At least you learned something about the risks inherent in trading with borrowed money. Or maybe you didn't. LC
Classic nOOb mistake. Put your fingers on a diet and stop complaining. Better yet, you're kind of embarrassing if you're going to start crying about this. Just get your mommy to wash your face with a warm cloth and tell you everything is going to "OK". Then close your account, stop trading, and finish up your junior college courses. Jimmy Jam
I am origional poster and sincerely appreciate each and every response. I definetily made entry error, but thought Schwab would eat the $700 since they were making $300-$400 in commissions per day(Fridays) when I started trading with them. I think I was paying $10.95 originally, but got them down to $5.95. I really like these people I talk to on the phone at Schwab. I think I will offer to see if they will split mistake and if they do not accept, make different arangements. Again thanks for the replys.
You are lucky you caught the error. You made the mistake so man up to it and stop trying to blame it on the broker. They did nothing wrong. It happens to every trader eventually and you should be happy it didn't cost you 30000. Your broker won't "eat" a mistake you clearly made. You don't deserve to get any back from Schwab.
Of course he made a mistake, he acknowledged that, but their platform should not have let him execute a trade that was way over his BP. I can't imagine how that happens, and I think he should make it his business to find out. I can't believe they don't apply a filter to market orders but do to limits. That makes no sense whatsoever. In fact, a lot of platforms will only let you close an open position, no matter how many shares you key in. To close and reverse, you have to have disabled the default setting.
Its not Schwabs fault he entered the wrong figure, but they are at fault for not catching it. They should have caught the error. It was way way out of bounds. The Schwab server should have rejected it in a milli second. No human intervention required at that point.

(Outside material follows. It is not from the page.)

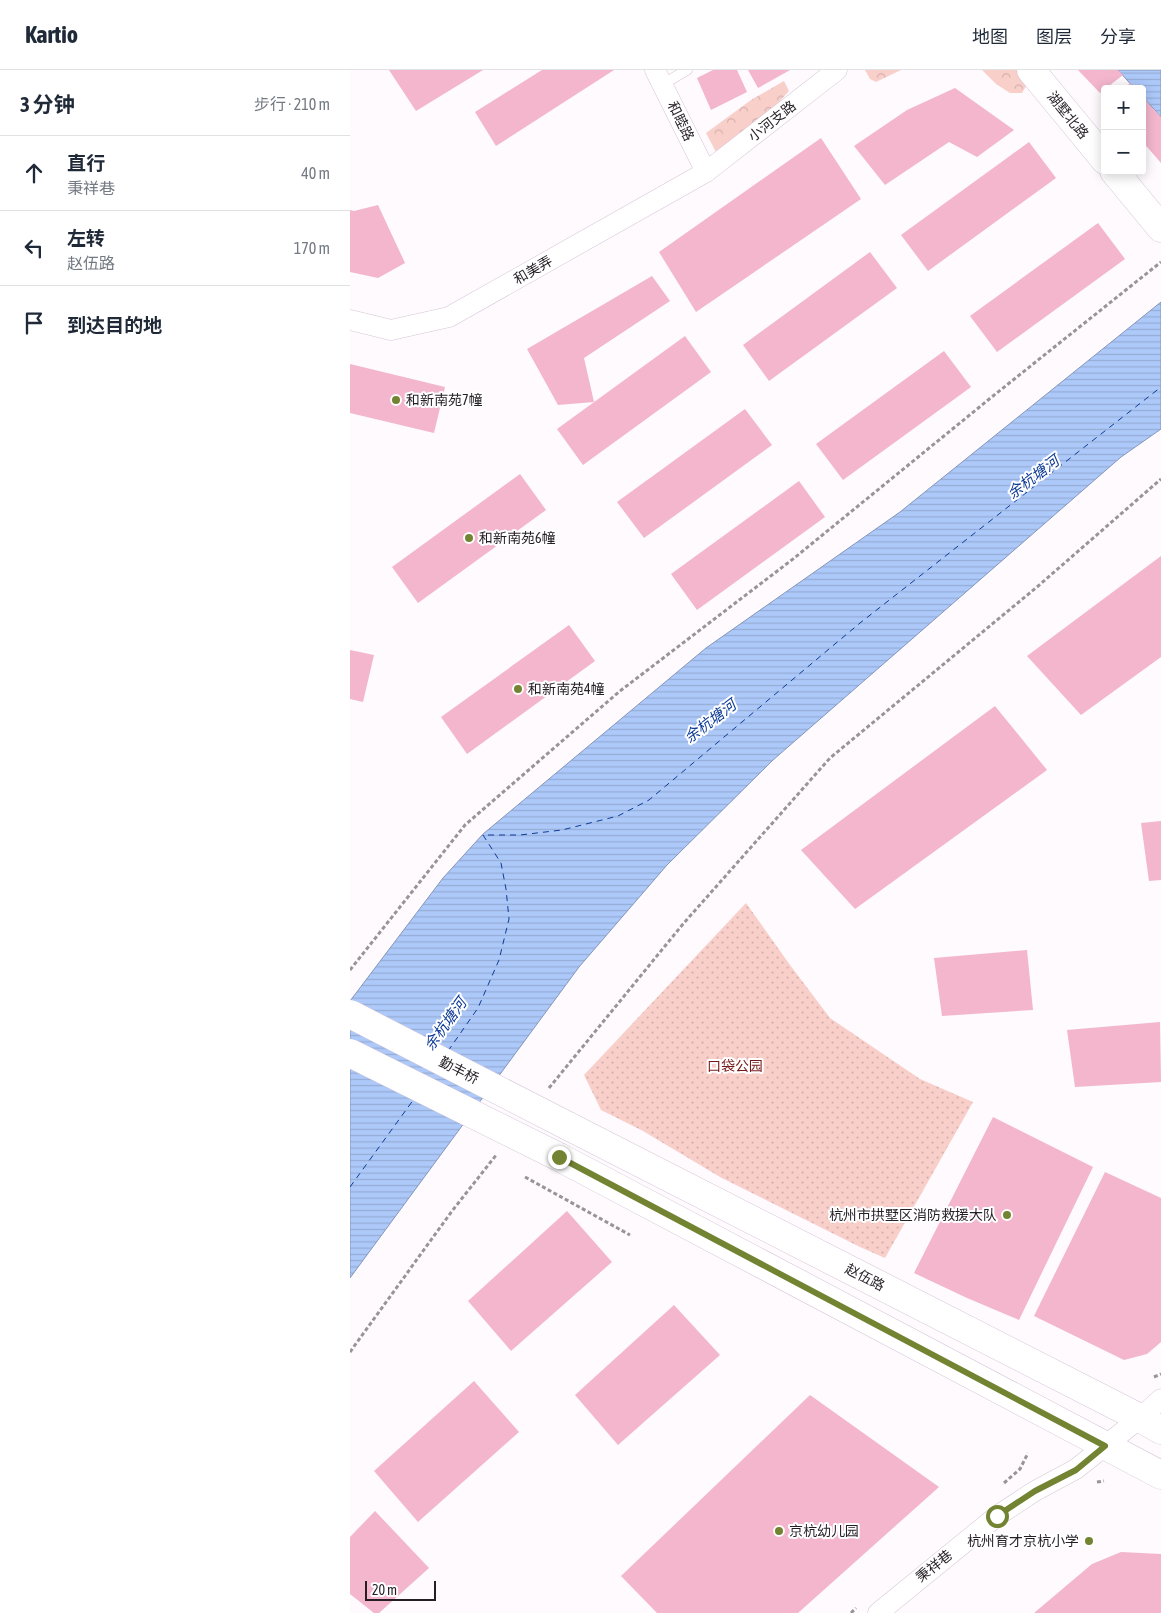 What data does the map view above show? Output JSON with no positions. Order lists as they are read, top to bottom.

A 50/50 split sounds about right.
Why the hell is everyone blaming schwab for not catching the error? are you all that incompentent that you need a computer to figure your order total? if so, i think they still sell abacusus in china for you idiots to use. grow up and admit you made a mistake and quit trying to blame a friggin algorithim or some other computer geek excuse for why you didn't see that your order was WRONG!! man up! and pay up! next!

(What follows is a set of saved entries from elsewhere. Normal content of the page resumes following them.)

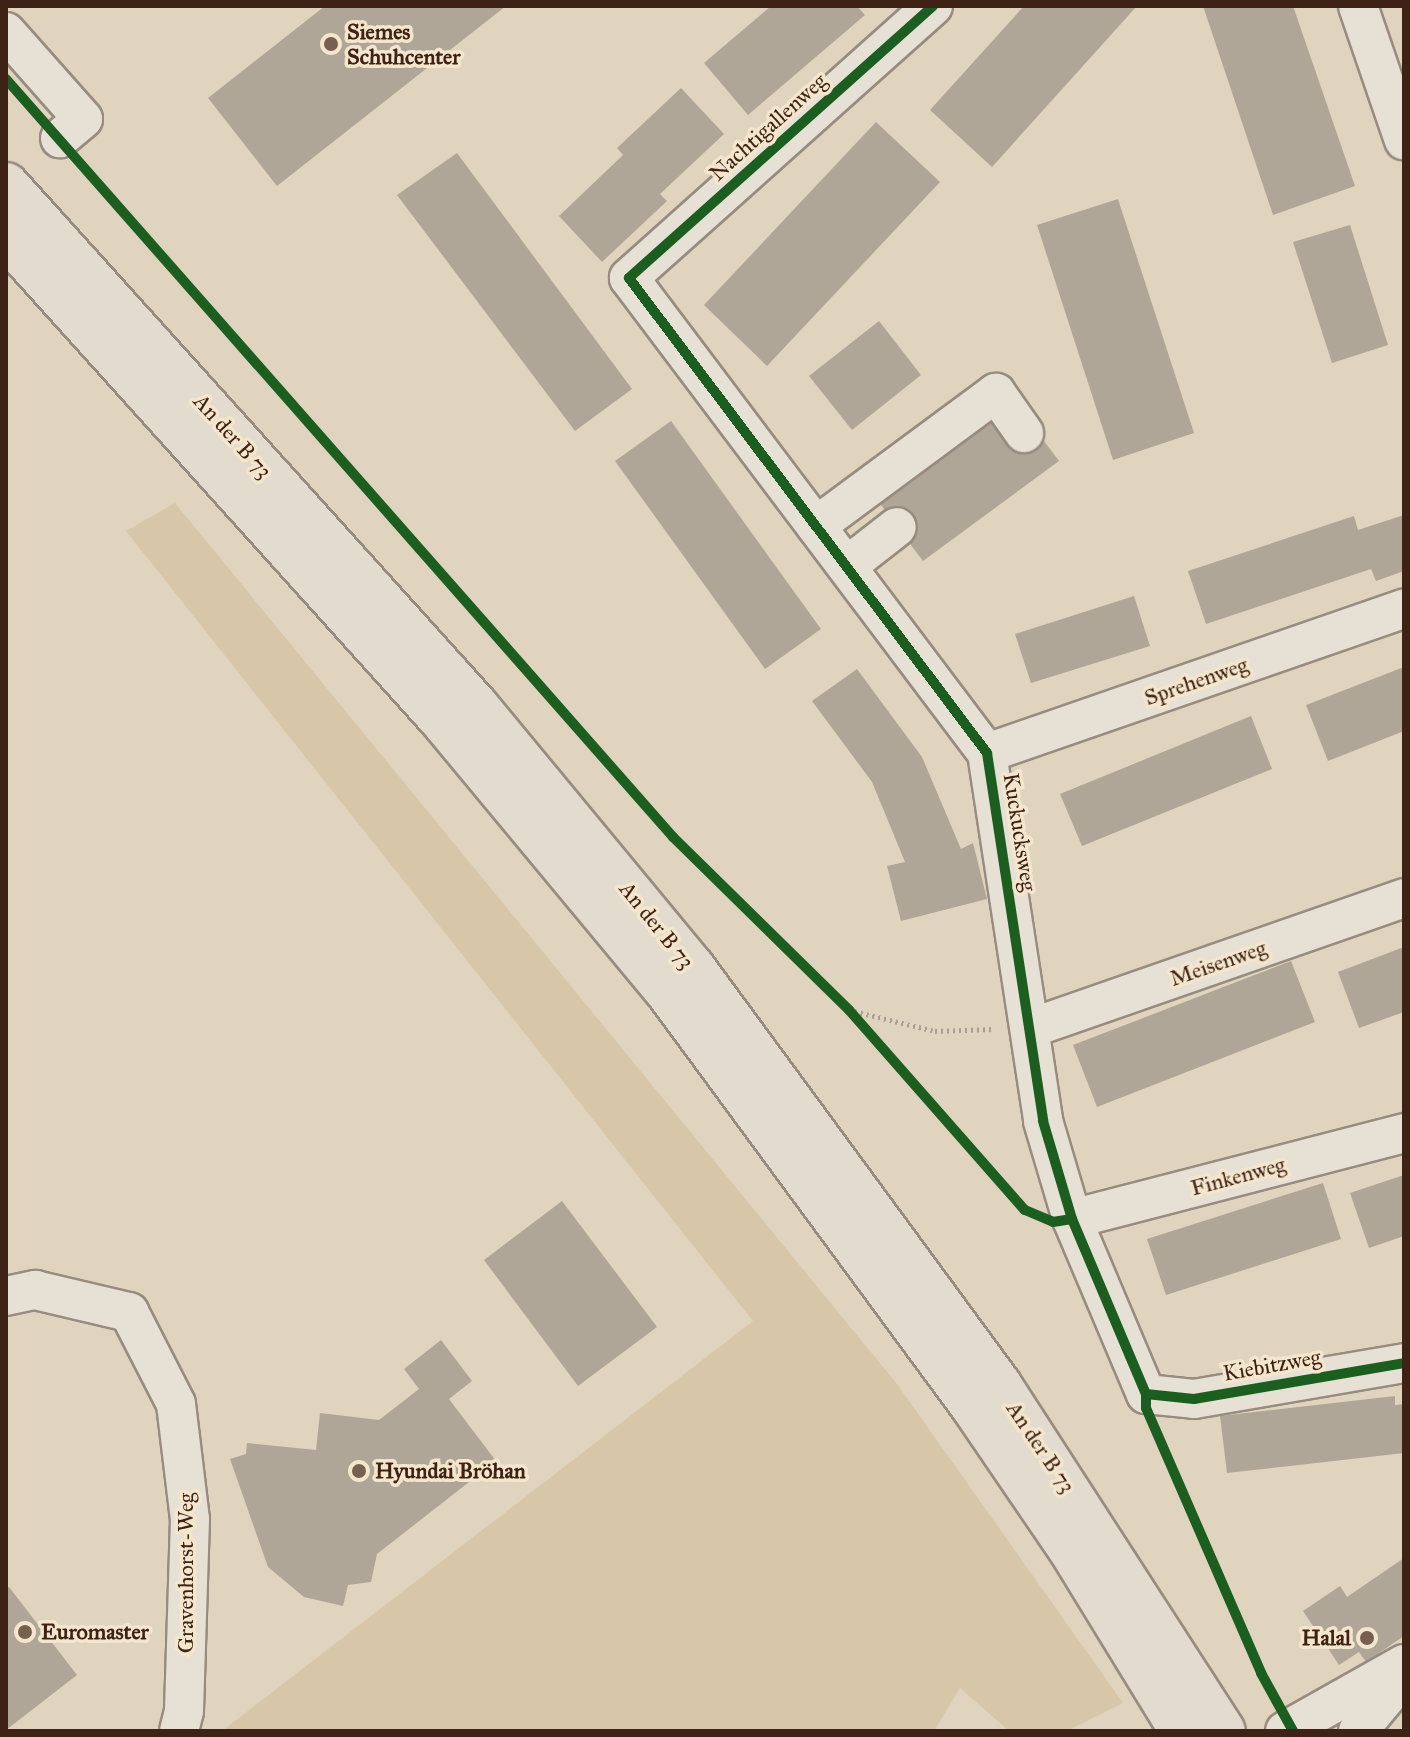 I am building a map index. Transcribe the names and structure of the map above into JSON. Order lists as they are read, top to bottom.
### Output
{
  "streets": {
    "main road": ["An der B 73"],
    "street": [
      "Nachtigallenweg",
      "Sprehenweg",
      "Kuckucksweg",
      "Meisenweg",
      "Finkenweg",
      "Kiebitzweg",
      "Gravenhorst-Weg"
    ]
  },
  "crossings": [
    ["Nachtigallenweg", "Kuckucksweg"],
    ["Sprehenweg", "Kuckucksweg"],
    ["Kuckucksweg", "Meisenweg"],
    ["Kuckucksweg", "Finkenweg"],
    ["Kuckucksweg", "Kiebitzweg"]
  ],
  "places": [
    "Siemes Schuhcenter",
    "Hyundai Bröhan",
    "Euromaster",
    "Halal"
  ]
}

this thread is eight pages of mostly nonsense. legally,the broker is in the wrong. you are a retail client not a prop trader. get yourself a lawyer. you will be able to get a lawyer even for this small amount. a competent lawyer will be able to get a settlement with one phone call or say you will make the phone call if the lawyer tells you what to say. you made one mistake which was to close the transaction yourself. as the customer representative implied if u had not closed the transaction the firm would have eaten the loss.
i wonder if schwab would be in the money if they agreed to reverse the original trade at the traded price (not the second trade).